Stand out from the crowd.
Whether for massive companies or small businesses, the best logos tend to be simple and memorable. A successful business logo is recognizable in less than a second. Don’t settle for a generic logo. If you’re doing anything that makes the viewer squint or hunt for details, your logo is probably too busy. A potential customer or partner is far more likely to remember a few bold shapes or a splash of color than a riot of details or intricate elements.
Try not to be too literal with your approach either. Great logos don’t necessarily have to depict the company’s product or service. Nike’s “Swoosh” isn’t a shoe, Amazon doesn’t market itself with a delivery truck, and Apple’s logo is not a computer.

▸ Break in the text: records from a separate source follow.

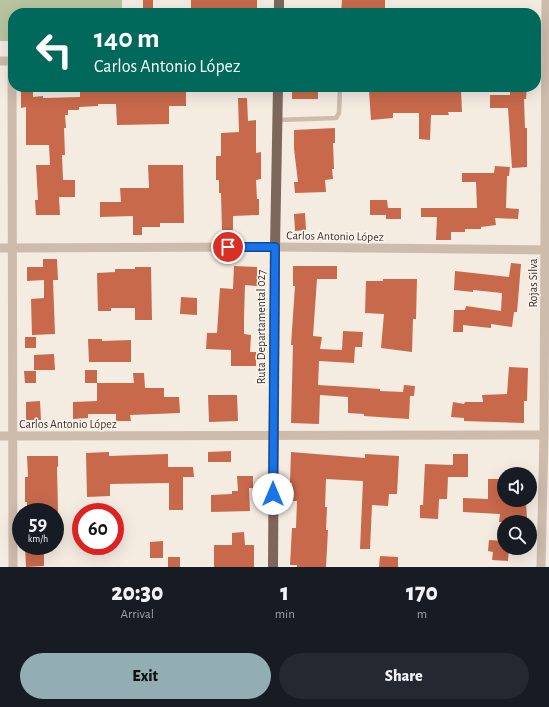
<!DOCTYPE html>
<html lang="en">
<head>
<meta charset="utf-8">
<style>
  body { margin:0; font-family:"Alegreya Sans",sans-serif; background:#242831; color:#f1f3f6; height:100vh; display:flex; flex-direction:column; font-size:15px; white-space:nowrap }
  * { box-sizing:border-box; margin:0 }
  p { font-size:13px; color:#9ea1a6 }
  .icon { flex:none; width:22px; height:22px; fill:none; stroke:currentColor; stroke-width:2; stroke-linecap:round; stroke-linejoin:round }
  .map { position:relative; height:567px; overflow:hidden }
  .sheet { display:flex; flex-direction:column; background:#171b24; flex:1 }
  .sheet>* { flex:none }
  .banner { position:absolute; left:8px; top:8px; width:533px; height:84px; border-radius:16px; box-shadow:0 4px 16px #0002; background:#00695c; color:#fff; overflow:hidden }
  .fabs { position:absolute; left:497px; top:467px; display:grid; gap:8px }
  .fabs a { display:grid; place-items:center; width:40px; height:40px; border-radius:50%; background:#171b24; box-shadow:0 4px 16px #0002; font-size:20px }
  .speed { position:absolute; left:12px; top:503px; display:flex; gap:8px; font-size:20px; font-weight:700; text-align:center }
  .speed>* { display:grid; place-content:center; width:52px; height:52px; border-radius:50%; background:#171b24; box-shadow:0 4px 16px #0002; line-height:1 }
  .speed small { font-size:10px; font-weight:400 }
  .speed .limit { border:6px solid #d22; background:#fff; color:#111 }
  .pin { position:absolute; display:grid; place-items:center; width:34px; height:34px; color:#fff; margin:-17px; border:2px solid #fff; border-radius:50%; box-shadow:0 1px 4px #0007 }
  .me { position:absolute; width:44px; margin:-22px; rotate:0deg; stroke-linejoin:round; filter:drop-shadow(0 0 3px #0008) }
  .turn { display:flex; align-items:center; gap:14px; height:84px; padding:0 20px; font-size:18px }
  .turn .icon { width:52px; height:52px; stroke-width:2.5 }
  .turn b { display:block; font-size:28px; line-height:34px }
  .eta { display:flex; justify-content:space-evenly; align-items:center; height:68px; text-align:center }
  .eta b { font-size:24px; font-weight:800; line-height:28px }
  .button { display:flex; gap:8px; margin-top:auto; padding:8px 20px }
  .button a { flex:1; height:46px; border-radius:24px; background:#92aeb2; color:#111; font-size:16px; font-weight:800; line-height:46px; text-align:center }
  .button a+a { background:#242831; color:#f1f3f6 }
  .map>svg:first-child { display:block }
  .green { fill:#b8c4a0 }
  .building { fill:#c8694b }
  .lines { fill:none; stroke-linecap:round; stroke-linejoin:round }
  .lane { stroke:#cdbbac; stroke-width:4.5 }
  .street { stroke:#cdbbac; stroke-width:9 }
  .primary { stroke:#7d675c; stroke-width:10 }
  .route-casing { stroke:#114b97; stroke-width:10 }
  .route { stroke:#1a73e8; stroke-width:7 }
  .labels { text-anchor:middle; stroke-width:3; stroke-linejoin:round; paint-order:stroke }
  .street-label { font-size:12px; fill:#3b302b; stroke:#fbf5ee }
</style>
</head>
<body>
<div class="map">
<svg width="549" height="567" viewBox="0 0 549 567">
  <rect width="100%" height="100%" fill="#f4ebe1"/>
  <path class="green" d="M0,0H122V13H13V41H0Z"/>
  <path class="building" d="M143,0H153V13H143Z
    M191,0H257V11L191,12Z
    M342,0H385V13H341Z
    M21,87H33V97L43,96V98L80,97V87H186V106H169V124L117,125L116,104H98V106L79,107V110H68V115H65L66,128H64L65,155H62L63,180H75V197H59L60,215H36L35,200H38L36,165H50L49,145H26V107L21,108Z
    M292,87H318V99H292Z
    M420,87H453V89H461L462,112H448L449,115H431L430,140L419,139V113H393V118L371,120L369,91L420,89Z
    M510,87H527L526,99H524L525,128H527V167L512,168L508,108H490V95H510Z
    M238,98H247L248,121L256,120V153L261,152V179L256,180L257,199H259V215L233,216V230H222L221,193H219V180H216V156H221V133L239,132Z
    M335,128V143H333L334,169H332L333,179L325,180L326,192L295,193L294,182H298L294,149V130Z
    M148,165H183L184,223H160V227H142V235H133V216L100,217V202H121L120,188H149Z
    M495,166L510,167L509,176H507L506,208L519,209L518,219L495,218L496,225L481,227V229H465V232H451V240H436L437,217H421V208H477L476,182H462V173H494Z
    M370,200H387L388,208H401V219H386V215H370Z
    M305,213L306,230L295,231L294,214Z
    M43,259H57L58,280H53L55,334L32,335L31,299L44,298V280L27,281V267H43Z
    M511,263L521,264L517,312H514L512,327L491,324V328L463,325V332H453L454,310H465L466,306L501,311L502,293L473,290V292L454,290L455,271L509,277Z
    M234,266L257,267V286L245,285L244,317V334L251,335L250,352H256V366H231V350L206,349L207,333H217L220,288L233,289Z
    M293,266H337V279H317L313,336L322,337L320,349L342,350L343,331L363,332L362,347H355L354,363L319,361L318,385L366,388L380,389V391L403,392L404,385L415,386L414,396H410L409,419L364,416V414L348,413V397L320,395L319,424L291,423L293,345H291L295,286H293Z
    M135,267H151L152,320H135V308H111V311H98L97,273L115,272V269H135Z
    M383,279H417L416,319H413L412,352L381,348L384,314L365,313L366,281H383Z
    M181,297L197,298V315L180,314Z
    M25,337H36V348H25Z
    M88,339H102V341L131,340V362H89Z
    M54,354L55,370H34V355Z
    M509,367L528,368L527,401H524V423L464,421V418L451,417L453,402L464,404L465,402H483L482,395L507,394Z
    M85,370H97V383H85Z
    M24,371H36V383H25Z
    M133,373H144L145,388H164V397H179L180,413L130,415L131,421H116V414H88V418L73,419V402L97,401V383H134Z
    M208,395H237L238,421L209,422Z
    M40,401L41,420H26V402Z
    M231,451V462H208V452Z
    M109,452V456L168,454V467H193L194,477H183V510H169V483L110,484V496L87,497L86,453Z
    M291,452L365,458V454L399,456L397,494H389L388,506L372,505L370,549H360L363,481L326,479L325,507H327L326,530H328L326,567H297V565H290L292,528H296L297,501H291L292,483H290Z
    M453,454H468V477H448L447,499H439L438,519L420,518V505H423L425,464L453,465Z
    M27,456H58V467H57L58,512H27V502H25V477H28Z
    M237,476H253V488H249L250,511L211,512V495L232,494V491H238Z
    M488,479H502V496H504V500H506V501H526L527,518H515V522H499L500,514L463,512V498L488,499Z
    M244,532L245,545H254V567H214V545H232V533Z
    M489,540L504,541V548H509L508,561L492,560L493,552L488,551Z
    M163,541V558H150V542Z
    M25,546H44V566L26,567Z
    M380,556L398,557V567H379Z
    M168,557H180V567H168Z"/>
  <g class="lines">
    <path class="lane" d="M278,120L336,118L339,113L340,87"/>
    <path class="street" d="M0,61H13
      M12,61L13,567
      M0,248L275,247L549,250
      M0,436L544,435
      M541,567L544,435L546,0"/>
    <path class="primary" d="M279,13V0
      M273,567L275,247L278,87"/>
  </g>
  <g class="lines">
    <g class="route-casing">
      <path id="route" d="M228,247H275L273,494"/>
    </g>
    <use href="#route" class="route"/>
  </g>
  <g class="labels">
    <g class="street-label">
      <text transform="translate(335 236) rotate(1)" y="4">Carlos Antonio López</text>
      <text transform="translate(533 283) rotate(-90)" y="4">Rojas Silva</text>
      <text transform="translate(261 327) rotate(-90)" y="4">Ruta Departamental 027</text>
      <text x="68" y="428">Carlos Antonio López</text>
    </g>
  </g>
</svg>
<div class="fabs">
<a><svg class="icon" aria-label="sound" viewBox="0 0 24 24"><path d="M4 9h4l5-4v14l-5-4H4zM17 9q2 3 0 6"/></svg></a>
<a><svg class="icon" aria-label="search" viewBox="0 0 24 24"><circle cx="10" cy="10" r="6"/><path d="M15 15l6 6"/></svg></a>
</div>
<div class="speed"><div>59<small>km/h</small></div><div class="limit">60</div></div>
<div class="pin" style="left:228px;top:247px;background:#d93025"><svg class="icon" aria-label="arrive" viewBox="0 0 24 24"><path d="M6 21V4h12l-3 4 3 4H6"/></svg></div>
<svg class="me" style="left:273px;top:494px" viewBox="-20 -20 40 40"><circle r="19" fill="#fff"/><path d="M0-13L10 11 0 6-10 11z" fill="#1a73e8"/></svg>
<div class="banner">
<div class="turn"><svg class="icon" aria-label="left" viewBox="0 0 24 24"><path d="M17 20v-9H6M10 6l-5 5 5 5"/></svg><div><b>140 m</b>Carlos Antonio López</div></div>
</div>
</div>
<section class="sheet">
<div class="eta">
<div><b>20:30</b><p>Arrival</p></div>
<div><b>1</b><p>min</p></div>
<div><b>170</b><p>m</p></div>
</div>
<div class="button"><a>Exit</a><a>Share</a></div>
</section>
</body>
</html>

Try to avoid obvious connections with your company logo — if you’re a dental office, investigate options other than a tooth or a picture of a smile.

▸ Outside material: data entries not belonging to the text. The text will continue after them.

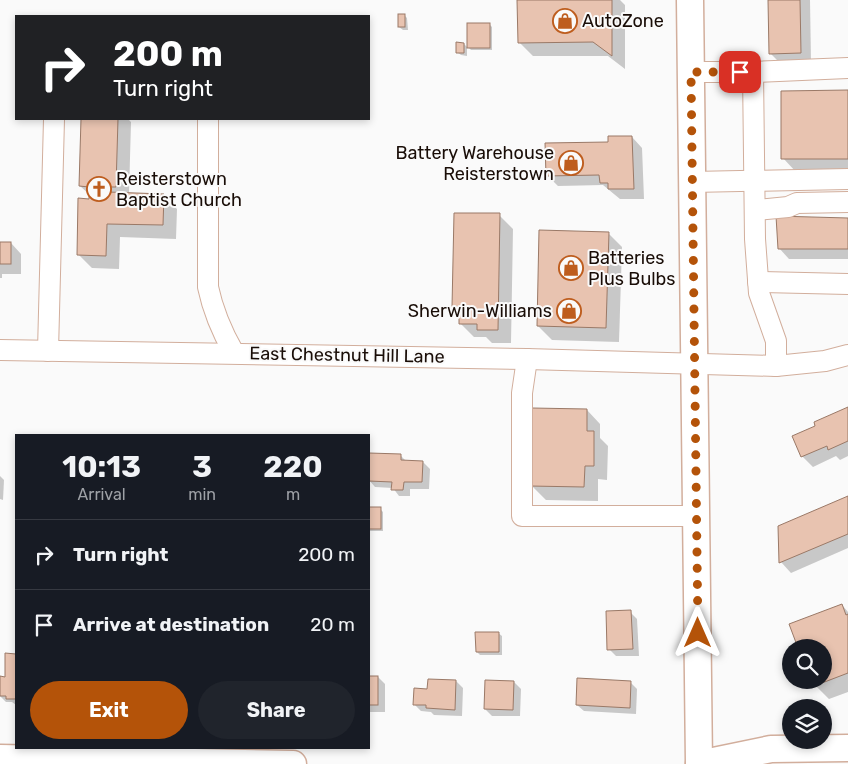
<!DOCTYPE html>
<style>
body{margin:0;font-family:Rubik,sans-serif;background:#20242c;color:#f1f3f6;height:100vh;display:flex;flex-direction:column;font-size:19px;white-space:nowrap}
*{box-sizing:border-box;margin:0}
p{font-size:16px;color:#9ea1a6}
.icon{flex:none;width:28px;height:28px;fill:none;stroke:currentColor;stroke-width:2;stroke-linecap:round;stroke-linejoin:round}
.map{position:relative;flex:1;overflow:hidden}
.side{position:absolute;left:15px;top:434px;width:355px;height:315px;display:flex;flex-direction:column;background:#171b24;border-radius:0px;box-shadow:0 2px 8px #0003}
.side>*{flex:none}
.hud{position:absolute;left:15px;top:15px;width:355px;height:105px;border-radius:0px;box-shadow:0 2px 8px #0003;background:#202124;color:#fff;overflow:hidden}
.buttons{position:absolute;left:782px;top:639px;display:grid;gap:10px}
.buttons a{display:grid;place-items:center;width:50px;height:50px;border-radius:50%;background:#171b24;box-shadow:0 2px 8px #0003;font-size:25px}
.pin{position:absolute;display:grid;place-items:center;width:42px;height:42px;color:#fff;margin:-21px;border-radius:10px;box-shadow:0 2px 8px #0006}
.me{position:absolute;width:55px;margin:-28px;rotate:0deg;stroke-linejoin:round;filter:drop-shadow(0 0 4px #0008)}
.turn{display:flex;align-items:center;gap:18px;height:105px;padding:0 15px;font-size:22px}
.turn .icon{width:65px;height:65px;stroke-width:2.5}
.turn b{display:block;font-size:35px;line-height:42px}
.eta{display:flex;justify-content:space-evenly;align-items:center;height:85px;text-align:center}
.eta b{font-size:30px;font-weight:700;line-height:35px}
.action{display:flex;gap:10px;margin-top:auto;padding:10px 15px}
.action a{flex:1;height:58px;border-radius:30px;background:#b45309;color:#fff;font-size:20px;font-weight:700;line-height:58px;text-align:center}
.action a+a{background:#20242c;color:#f1f3f6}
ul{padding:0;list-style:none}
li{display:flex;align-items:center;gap:15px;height:70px;padding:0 15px;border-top:1px solid #363941}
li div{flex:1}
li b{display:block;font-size:19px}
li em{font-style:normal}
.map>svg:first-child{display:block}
</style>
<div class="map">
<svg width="848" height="764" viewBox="0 0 848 764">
<rect width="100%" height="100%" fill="#fafafa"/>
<g fill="#0003">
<path d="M519,0H620L625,5V69L608,56H533L519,42Z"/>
<path d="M770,0H810L811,63L781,64L770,53Z"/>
<path d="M404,15L407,18L408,30H403L399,27Z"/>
<path d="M489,24L492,27V50H471L468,47Z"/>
<path d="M464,44L467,47V56L461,55L457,52Z"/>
<path d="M848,92V172H796L783,158Z"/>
<path d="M82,119H128L131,122L129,194L163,195L177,209L176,239L120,237L119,269L92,268L78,254L90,200V195L80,186Z"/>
<path d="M632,137L642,148L644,199H620L603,185L558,186L547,175L609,143Z"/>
<path d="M499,215L513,229L511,343H492L486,337H474L460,323V313L453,306Z"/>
<path d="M848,219V259H789L779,248Z"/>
<path d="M608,233L622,247L619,342L552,340L538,326Z"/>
<path d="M0,242L11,243L21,254V274H2V278H0Z"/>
<path d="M848,409V456L840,460L836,456L813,467L802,456L817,427Z"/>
<path d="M587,410L600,424V438L608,446L607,480L598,479V501L546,500L532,486Z"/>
<path d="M370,454L400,455L406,461L423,462L430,469L429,489H410V496H399L393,488L375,487L369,480Z"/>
<path d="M0,476L4,480L3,500L0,499Z"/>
<path d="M848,498V548L791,573L781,562L779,527Z"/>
<path d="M369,509H380L383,512V531H369Z"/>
<path d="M842,605L848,612V692L829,699L815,685L813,680H824V648Z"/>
<path d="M630,612L637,619L639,656H616L609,649Z"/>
<path d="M498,633L502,636V655H480L477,652Z"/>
<path d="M6,655H16V705L12,702H6L0,696V678H6Z"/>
<path d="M369,677H378L385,684V712H369Z"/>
<path d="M456,681L463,688L462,716L434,715L431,712L421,711L414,704L428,690Z"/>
<path d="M514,682L521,689L520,716H492L485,709Z"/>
<path d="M630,682L637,689L636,714L584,711L577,705Z"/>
</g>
<g fill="#e8c3b0" stroke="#9a7967">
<path d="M517,0H612V56L593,42L518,43Z"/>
<path d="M768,0H800L801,53L769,54Z"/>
<rect x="398" y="14" width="7" height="13"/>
<rect x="467" y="23" width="23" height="25"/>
<path d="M456,42L464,43V53H456Z"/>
<path d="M848,90V159H781V91Z"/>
<path d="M81,119H118L116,187H108V192L164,194L163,225L107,224L106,256L77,255L78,198L89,199V187L79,186Z"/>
<path d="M608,136H632L634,189H608V183H600L599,175L546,176L545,143L608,142Z"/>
<path d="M454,213H500L498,330H477V324H459V307H452Z"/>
<path d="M776,216L848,218V249H778Z"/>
<path d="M539,230L609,232L606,328L537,326Z"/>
<rect x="0" y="242" width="11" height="22"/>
<path d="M848,407V441L828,450L827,446L801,457L792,436L815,426L814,422Z"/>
<path d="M532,408L587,409V431H594V466H585L584,487L530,486Z"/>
<path d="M369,453L401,454V460L423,461L422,482H404L403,490H391L392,482L369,481Z"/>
<path d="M848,496V534L779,563L778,526Z"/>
<rect x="369" y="507" width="12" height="22"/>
<path d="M842,604L846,615L848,614V673L814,686L811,680H824V648H798L789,624Z"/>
<path d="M631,610L633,649L607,650L606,611Z"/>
<path d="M475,632H499V652H476Z"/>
<path d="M5,653L16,654V699H6V696H0V676L5,677Z"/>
<rect x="369" y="676" width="9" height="29"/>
<path d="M577,678L631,681L630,708L576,705Z"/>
<path d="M428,679L456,680L455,710L426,708V705H413L414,688L427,689Z"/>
<path d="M485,680L514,681L513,710L484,709Z"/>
</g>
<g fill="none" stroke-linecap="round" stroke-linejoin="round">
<defs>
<g id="minor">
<path d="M691,72H753L848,68"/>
<path d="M753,72L755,239L759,293L776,341V366"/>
<path d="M208,119V287C213,311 222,332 234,353"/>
<path d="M692,182L848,179"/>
<path d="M756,210L788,207L797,203L848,202"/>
<path d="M758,282L848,284"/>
<path d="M0,350L527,359L776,366L825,361L848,355"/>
<path d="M48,351L54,119"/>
<path d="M527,359L522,393V516H696"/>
</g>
<g id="major">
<path d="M690,0L699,764"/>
<path d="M0,758L293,764"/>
<path d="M699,764L771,749L848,748"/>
</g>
</defs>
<use href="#minor" stroke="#d2ae9c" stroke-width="22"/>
<use href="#major" stroke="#d2ae9c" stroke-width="29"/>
<use href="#minor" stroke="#fff" stroke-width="20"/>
<use href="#major" stroke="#fff" stroke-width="26"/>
</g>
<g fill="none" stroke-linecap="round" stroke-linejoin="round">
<path stroke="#b45309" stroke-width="9" stroke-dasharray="0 16.2" d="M698,633L691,72H740"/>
</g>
<defs>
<symbol id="shop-ring" viewBox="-11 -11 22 22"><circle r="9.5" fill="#fafafa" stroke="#be5d1e" stroke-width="1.5"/><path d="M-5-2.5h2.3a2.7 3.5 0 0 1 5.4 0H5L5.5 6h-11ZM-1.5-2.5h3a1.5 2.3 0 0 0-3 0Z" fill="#be5d1e"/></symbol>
<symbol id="church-ring" viewBox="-11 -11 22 22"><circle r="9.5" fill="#fafafa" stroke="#be5d1e" stroke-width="1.5"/><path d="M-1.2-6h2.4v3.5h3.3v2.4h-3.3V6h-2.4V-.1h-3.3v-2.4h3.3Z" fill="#be5d1e"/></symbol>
</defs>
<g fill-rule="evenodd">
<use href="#shop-ring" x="551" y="7" width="28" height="28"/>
<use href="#shop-ring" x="557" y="149" width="28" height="28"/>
<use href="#church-ring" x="85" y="175" width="28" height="28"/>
<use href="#shop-ring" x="557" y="254" width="28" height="28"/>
<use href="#shop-ring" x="555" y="297" width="28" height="28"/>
</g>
<g text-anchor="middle" stroke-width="4" stroke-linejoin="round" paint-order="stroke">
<g font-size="18" fill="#190d07" stroke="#fafafa" text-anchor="start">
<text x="582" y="27">AutoZone</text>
<text x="554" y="159" text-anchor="end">Battery Warehouse<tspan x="554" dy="21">Reisterstown</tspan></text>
<text x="116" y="185">Reisterstown<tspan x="116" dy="21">Baptist Church</tspan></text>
<text x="588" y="264">Batteries<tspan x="588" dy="21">Plus Bulbs</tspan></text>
<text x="552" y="317" text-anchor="end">Sherwin-Williams</text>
</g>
<g font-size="18" fill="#190d07" stroke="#fafafa">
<text transform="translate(347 355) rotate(1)" y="6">East Chestnut Hill Lane</text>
</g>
</g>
</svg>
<div class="buttons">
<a><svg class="icon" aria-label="search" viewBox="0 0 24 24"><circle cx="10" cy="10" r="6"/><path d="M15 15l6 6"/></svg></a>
<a><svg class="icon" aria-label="layers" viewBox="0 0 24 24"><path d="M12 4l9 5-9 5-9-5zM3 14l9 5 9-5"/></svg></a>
</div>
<div class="pin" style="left:740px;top:72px;background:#d93025"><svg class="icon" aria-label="arrive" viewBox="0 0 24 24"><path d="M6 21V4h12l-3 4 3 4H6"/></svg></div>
<svg class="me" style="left:698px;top:633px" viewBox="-20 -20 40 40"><path d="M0-17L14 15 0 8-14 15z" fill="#b45309" stroke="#fff" stroke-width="4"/></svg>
<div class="hud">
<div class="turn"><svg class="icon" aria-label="right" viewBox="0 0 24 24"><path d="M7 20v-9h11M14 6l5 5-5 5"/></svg><div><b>200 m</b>Turn right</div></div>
</div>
<section class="side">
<div class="eta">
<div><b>10:13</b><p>Arrival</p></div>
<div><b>3</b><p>min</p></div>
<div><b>220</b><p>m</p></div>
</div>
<ul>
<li><svg class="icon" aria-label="right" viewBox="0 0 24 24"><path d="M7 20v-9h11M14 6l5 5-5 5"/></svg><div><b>Turn right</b></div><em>200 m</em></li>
<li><svg class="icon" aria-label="arrive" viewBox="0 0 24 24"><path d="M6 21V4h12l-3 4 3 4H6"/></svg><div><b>Arrive at destination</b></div><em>20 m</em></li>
</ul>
<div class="action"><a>Exit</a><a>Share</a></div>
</section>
</div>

A professional logo designer should be aware of current design trends and steer your logo away from looking like it’s part of a design fad. Certain design elements can announce who you are or what you do, but if there’s something in line with your vision or values that’s different from the competition, that’s great material to build into your logo.
Logo ideas often emerge from experimentation. If there’s a design element you need to include, like a company name, consider all of the ways you could present that information. Play around with arcs, shapes, and text distortions. Write out your business name and tweak how it looks in a variety of fonts.
Color and contrast: Keys to creating an effective logo.
Color and contrast help a good logo stick in the eye of the viewer. Color goes a long way in setting the specific mood or feeling that you want to present to the world. Green hues can suggest concern with the environment or sustainability, reds are dynamic and active, and deep blues can suggest calm authority.
Your logo also needs to work in situations where color is limited. During design, think about how your business logo will look in various formats, such as on a black-and-white letterhead or on a single-color business card, and compile those rules in your brand kit to guide your team on future projects.